IRPs will give ministers independent evidence about how far jails have implemented HMI Prisons’ recommendations following particularly concerning inspections. The Justice Select Committee supported this aim, stating that HM Prison and Probation Service (HMPPS) should not “mark its own homework” when reporting on the achievement of recommendations.

It is currently envisaged that up to 20 IRPs – short visits of two-and-a-half days – will take place each year. HMI Prisons has secured extra funding from the Ministry of Justice to ensure it can conduct the IRPs in addition to its existing schedule of mainstream inspections of prisons and youth custody facilities in England and Wales.

Prisons will be told in advance they are subject to an IRP, in contrast to the mostly unannounced full inspections. The IRP schedule – along with a very small number of announced full inspections – will be published on the HMIP website once the IRPs have been announced.

Prisons subject to the Chief Inspector’s Urgent Notification (UN) protocol will be a priority under the IRP model. In the business year 2018-19, three prisons were issued with UNs – which require the Secretary of State to respond publicly within 28 days. They were HMP Exeter, HMP Birmingham and HMP Bedford.

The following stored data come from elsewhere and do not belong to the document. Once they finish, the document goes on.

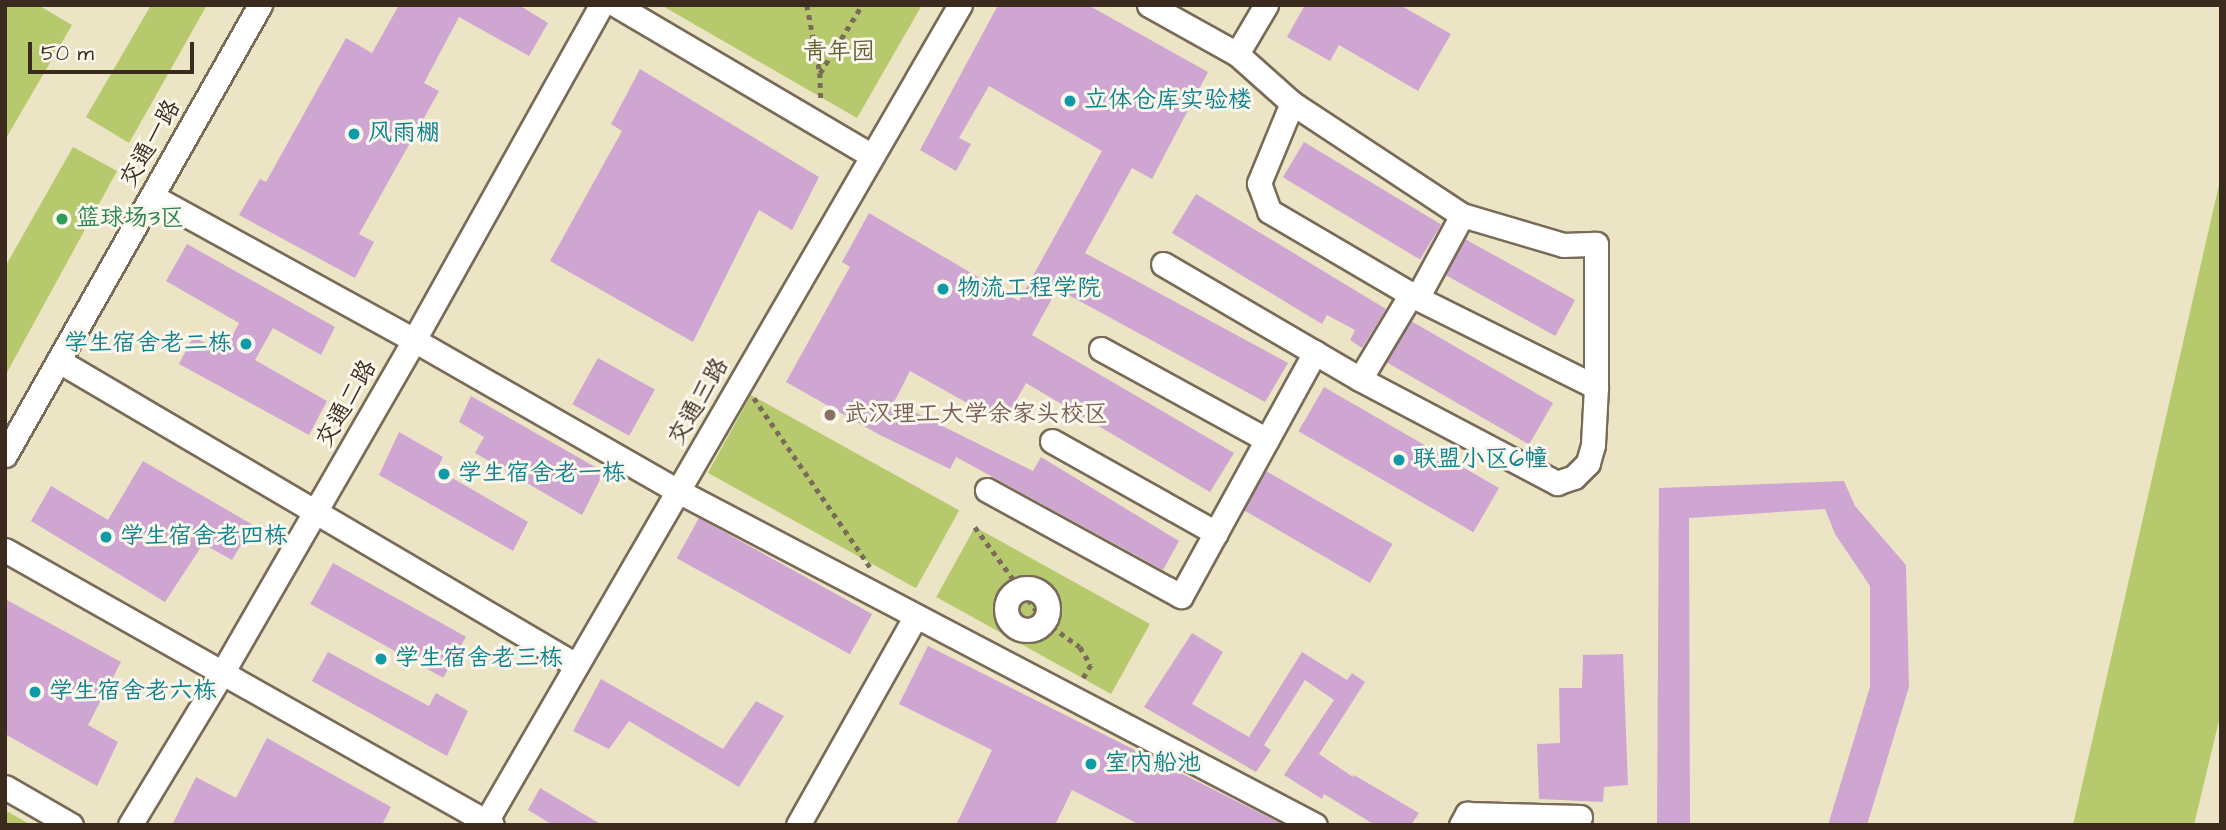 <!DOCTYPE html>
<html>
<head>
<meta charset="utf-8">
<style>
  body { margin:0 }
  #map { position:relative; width:2226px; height:830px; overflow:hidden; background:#ece5c5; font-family:"Architects Daughter","LXGW WenKai TC",sans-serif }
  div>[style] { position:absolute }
  .green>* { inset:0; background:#b6c96c; transform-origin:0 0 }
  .building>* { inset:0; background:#cea6d1; transform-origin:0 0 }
  .path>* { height:4.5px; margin-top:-2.25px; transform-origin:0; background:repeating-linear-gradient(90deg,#796b58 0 5px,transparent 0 10px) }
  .roads { filter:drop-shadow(2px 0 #796b58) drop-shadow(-2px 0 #796b58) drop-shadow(0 2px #796b58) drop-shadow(0 -2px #796b58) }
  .minor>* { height:23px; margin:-11.5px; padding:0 11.5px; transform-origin:11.5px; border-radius:11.5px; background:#fff }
  .minor>.ring { margin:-11.5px; padding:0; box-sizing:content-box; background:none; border:23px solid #fff; border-radius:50% }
  .dots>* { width:19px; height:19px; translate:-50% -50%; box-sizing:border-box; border:4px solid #fbf7ec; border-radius:50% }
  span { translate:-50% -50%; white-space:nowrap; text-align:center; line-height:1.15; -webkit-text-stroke:6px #fbf7ec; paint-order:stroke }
  .park-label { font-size:24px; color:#605a35 }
  .culture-label { font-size:24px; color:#0d838f }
  .left { translate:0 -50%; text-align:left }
  .right { translate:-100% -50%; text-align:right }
  .street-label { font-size:24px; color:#3b2a1e }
  .leisure-label { font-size:24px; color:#27864d }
  .education-label { font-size:24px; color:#785e54 }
  .frame { position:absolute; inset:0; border:7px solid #3b2a1e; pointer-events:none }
  .scale { position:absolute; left:28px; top:42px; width:166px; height:32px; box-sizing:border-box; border:4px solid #3b2a1e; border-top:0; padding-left:9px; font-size:21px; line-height:24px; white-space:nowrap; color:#3b2a1e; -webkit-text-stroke:5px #fbf7ec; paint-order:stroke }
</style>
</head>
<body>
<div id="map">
  <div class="green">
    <i style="clip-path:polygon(5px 5px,38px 5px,72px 25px,5px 140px)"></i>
    <i style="clip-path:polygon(151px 5px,207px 5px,129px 143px,86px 117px)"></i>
    <i style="clip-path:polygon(661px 5px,922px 5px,857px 118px)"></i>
    <i style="clip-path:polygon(73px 147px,117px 171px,5px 376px,5px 267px)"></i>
    <i style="clip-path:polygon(2221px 176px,2221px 712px,2194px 825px,2073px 825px)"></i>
    <i style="left:751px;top:395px;width:238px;height:89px;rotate:29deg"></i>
    <i style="left:975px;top:527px;width:200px;height:80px;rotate:29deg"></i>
    <i style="clip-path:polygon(5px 810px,31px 825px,5px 825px)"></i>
  </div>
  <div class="building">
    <i style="clip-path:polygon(399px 5px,519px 5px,548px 23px,529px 56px,459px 17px,424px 83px,439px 91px,359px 234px,374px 242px,355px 278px,239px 215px,260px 179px,266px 182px,346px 38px,372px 53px)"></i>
    <i style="clip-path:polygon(998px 5px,1088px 5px,1208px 72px,1152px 179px,1132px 168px,1085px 253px,1288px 363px,1265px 402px,1063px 292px,1061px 296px,1055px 293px,1032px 335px,1234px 453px,1210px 492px,1026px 383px,1003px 423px,910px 371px,894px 402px,1033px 471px,1041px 457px,1179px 541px,1163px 570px,956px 457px,950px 469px,878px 434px,786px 382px,850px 267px,842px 262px,869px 213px,1019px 301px,1102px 151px,989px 86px,959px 138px,971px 144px,956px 171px,920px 150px)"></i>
    <i style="clip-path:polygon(1305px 5px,1400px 5px,1451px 34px,1418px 91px,1339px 45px,1330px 61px,1287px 37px)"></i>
    <i style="clip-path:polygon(640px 69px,819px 177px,792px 230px,759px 210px,693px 342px,550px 261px,622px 131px,611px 124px)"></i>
    <i style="left:1304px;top:142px;width:160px;height:41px;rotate:31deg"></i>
    <i style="clip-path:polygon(1196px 194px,1386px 309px,1362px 348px,1350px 340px,1355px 330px,1327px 315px,1322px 324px,1172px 233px)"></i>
    <i style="left:1465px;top:239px;width:126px;height:41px;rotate:29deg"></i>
    <i style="clip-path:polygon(187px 244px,335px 327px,321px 355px,273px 328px,255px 360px,327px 401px,309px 435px,179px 364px,193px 337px,224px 352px,239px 323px,166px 281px)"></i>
    <i style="left:1411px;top:321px;width:164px;height:48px;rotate:30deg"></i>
    <i style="left:598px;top:358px;width:65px;height:53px;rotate:29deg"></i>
    <i style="left:1324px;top:387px;width:202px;height:51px;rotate:30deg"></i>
    <i style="clip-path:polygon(471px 396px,604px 472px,582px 515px,475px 453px,484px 437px,459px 422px)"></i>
    <i style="clip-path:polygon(399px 432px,443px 457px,437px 469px,528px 522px,513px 551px,379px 475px)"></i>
    <i style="clip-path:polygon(143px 461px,253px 525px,232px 560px,203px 544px,165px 602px,31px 521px,51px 486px,108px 520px)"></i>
    <i style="left:1266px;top:471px;width:146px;height:45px;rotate:30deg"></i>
    <i style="clip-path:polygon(1844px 481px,1855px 506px,1906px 565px,1909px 687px,1867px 825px,1828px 825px,1870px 687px,1870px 586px,1835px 534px,1825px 509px,1689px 518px,1690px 825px,1657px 825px,1659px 488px)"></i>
    <i style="left:699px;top:518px;width:198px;height:46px;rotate:29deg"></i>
    <i style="left:333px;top:563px;width:152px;height:47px;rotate:29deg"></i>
    <i style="clip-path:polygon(5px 599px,121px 662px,88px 725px,118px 742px,97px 786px,5px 734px)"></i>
    <i style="clip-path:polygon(1192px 633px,1223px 652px,1192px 704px,1249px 737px,1302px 652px,1347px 680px,1352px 673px,1365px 682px,1319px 754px,1353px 777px,1354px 775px,1419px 813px,1411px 825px,1375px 825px,1324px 794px,1322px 799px,1284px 775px,1334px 700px,1305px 680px,1264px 745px,1271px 750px,1256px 772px,1144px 707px)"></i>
    <i style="clip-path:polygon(928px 646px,1284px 825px,1140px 825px,1072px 790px,1055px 825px,956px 825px,992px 750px,899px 704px)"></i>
    <i style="clip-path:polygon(328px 652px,429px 706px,436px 693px,468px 711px,447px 756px,312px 681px)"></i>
    <i style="clip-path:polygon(1623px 654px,1628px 785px,1604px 787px,1603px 802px,1539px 799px,1537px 744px,1560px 743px,1559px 688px,1582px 688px,1583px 655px)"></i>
    <i style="clip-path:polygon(601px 679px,723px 749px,756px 701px,784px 716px,739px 787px,629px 721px,609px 749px,573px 731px)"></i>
    <i style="clip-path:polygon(267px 738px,391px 807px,382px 825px,172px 825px,196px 777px,236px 798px)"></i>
    <i style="clip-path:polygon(540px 788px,602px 825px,553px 825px,528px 810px)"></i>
  </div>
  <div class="path">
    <i style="left:807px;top:5px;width:69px;rotate:79.2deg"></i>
    <i style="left:820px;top:73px;width:28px;rotate:88deg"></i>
    <i style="left:820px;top:73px;width:80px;rotate:-58.3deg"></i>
    <i style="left:754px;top:398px;width:205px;rotate:55.5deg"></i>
    <i style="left:975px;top:527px;width:117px;rotate:53.7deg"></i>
    <i style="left:1044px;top:621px;width:44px;rotate:35.8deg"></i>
    <i style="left:1080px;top:647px;width:21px;rotate:59deg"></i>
    <i style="left:1091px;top:665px;width:16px;rotate:120deg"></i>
  </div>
  <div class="roads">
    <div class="minor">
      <i style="left:616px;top:5px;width:297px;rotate:30.5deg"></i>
      <i style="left:1149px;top:5px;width:101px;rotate:29.1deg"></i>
      <i style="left:1237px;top:54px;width:74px;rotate:41.7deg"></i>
      <i style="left:1292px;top:103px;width:204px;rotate:33.4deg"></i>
      <i style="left:1462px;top:215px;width:105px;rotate:16.5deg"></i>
      <i style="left:1563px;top:245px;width:33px;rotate:-2deg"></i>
      <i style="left:1596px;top:244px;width:143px;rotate:90deg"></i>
      <i style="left:1596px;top:387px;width:58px;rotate:93deg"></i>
      <i style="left:1593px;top:445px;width:19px;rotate:106deg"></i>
      <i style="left:1588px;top:463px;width:20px;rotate:135deg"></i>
      <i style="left:1574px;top:477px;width:18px;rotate:161deg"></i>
      <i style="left:1557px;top:483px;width:223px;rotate:-152.2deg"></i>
      <i style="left:1360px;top:379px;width:228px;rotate:-149.7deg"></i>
      <i style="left:1237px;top:54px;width:57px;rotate:-59.4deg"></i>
      <i style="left:1292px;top:103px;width:87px;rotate:112.4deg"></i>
      <i style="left:1259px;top:183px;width:30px;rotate:70deg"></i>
      <i style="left:1269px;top:211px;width:172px;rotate:30.4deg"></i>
      <i style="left:1417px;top:298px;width:200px;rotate:26.4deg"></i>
      <i style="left:152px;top:196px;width:299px;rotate:28.8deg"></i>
      <i style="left:414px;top:340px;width:304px;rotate:29.8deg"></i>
      <i style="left:678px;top:491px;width:719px;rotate:27.67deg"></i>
      <i style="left:1417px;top:298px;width:94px;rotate:-61.5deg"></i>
      <i style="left:1101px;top:349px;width:189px;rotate:28.7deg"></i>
      <i style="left:59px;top:361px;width:600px;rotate:30.46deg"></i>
      <i style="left:1360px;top:379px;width:99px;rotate:-59deg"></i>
      <i style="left:1052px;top:441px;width:188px;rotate:29.3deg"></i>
      <i style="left:5px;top:455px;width:517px;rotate:-60.46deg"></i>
      <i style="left:987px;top:490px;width:221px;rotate:28.7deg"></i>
      <i style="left:1181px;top:596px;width:278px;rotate:-61.2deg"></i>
      <i style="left:5px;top:550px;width:559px;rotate:29.45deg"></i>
      <i class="ring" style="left:1006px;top:588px;width:19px;height:19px"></i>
      <i style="left:5px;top:787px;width:76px;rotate:29.9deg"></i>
      <i style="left:130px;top:825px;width:178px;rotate:-58.8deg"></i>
      <i style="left:222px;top:673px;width:384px;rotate:-60deg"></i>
      <i style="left:414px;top:340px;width:384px;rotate:-60.8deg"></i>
      <i style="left:484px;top:825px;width:948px;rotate:-59.87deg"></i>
      <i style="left:798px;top:825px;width:240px;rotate:-60.6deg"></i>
      <i style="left:1461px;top:825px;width:13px;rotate:-61deg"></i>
      <i style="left:1467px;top:814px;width:113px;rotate:1.5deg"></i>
    </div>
  </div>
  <div class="dots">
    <i style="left:1070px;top:101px;background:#0f9aa8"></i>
    <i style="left:354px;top:134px;background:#0f9aa8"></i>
    <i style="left:62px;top:219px;background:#2e9e5b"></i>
    <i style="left:943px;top:289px;background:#0f9aa8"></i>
    <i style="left:246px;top:344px;background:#0f9aa8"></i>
    <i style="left:830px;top:415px;background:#8d6e63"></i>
    <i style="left:1399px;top:460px;background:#0f9aa8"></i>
    <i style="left:444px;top:474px;background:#0f9aa8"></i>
    <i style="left:106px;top:537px;background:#0f9aa8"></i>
    <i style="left:381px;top:659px;background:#0f9aa8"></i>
    <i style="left:35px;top:692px;background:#0f9aa8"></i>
    <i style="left:1091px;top:764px;background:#0f9aa8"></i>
  </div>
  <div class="park-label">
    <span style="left:839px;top:53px">青年园</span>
  </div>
  <div class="culture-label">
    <span class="left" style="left:1084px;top:101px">立体仓库实验楼</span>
    <span class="left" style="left:368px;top:134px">风雨棚</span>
    <span class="left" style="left:957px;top:289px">物流工程学院</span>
    <span class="right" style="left:232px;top:344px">学生宿舍老二栋</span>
    <span class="left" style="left:1413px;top:460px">联盟小区6幢</span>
    <span class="left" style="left:458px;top:474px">学生宿舍老一栋</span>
    <span class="left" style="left:120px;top:537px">学生宿舍老四栋</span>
    <span class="left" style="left:395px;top:659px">学生宿舍老三栋</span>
    <span class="left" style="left:49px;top:692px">学生宿舍老六栋</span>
    <span class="left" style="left:1105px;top:764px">室内船池</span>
  </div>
  <div class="street-label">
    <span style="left:151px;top:144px;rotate:-60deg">交通一路</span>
    <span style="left:699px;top:402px;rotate:-60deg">交通三路</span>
    <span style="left:347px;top:404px;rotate:-60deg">交通二路</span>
  </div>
  <div class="leisure-label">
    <span class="left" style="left:76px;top:219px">篮球场3区</span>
  </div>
  <div class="education-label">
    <span class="left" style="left:844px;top:415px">武汉理工大学余家头校区</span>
  </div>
  <div class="frame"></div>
  <div class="scale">50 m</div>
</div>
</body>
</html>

The other prisons that have so far been notified of an IRP visit are Chelmsford, The Mount, Manchester and Highdown. HMP Chelmsford was told by HM Chief Inspector of Prisons, Peter Clarke, that it narrowly escaped an Urgent Notification at its last full inspection because of his guarded confidence that the local and regional management could tackle major safety problems at the jail. The IRP will test progress at the prison.

The revised operating protocol between HMIP and the Ministry of Justice states: “The purpose of an IRP is to assess progress in implementing the recommendations from previous inspection reports, to support improvement in prisons, and to identify barriers to progress.

“IRPs differ from inspections, which assess the treatment of prisoners and the conditions of detention against HMIP’s ‘Expectations’ and four healthy prison tests. The IRPs instead follow up on a selection of key concerns and recommendations, and make judgements about the extent of progress made. HMCIP will identify establishments for an IRP based on a number of factors, including: healthy prison test scores over time (and) the key risks at the establishment.”  IRPs will typically take place 8 to 12 months following the full inspection.

Mr Clarke said:

“IRPs are an important new area of work for us. They are designed to give the Secretary of State an independent assessment of whether prisons we have found to be unsafe or otherwise failing are getting to grips with our key recommendations for improvement. There are many governing teams and staff working hard in very challenging jails and through our IRPs we will work constructively with them to support the improvements we all want to see.”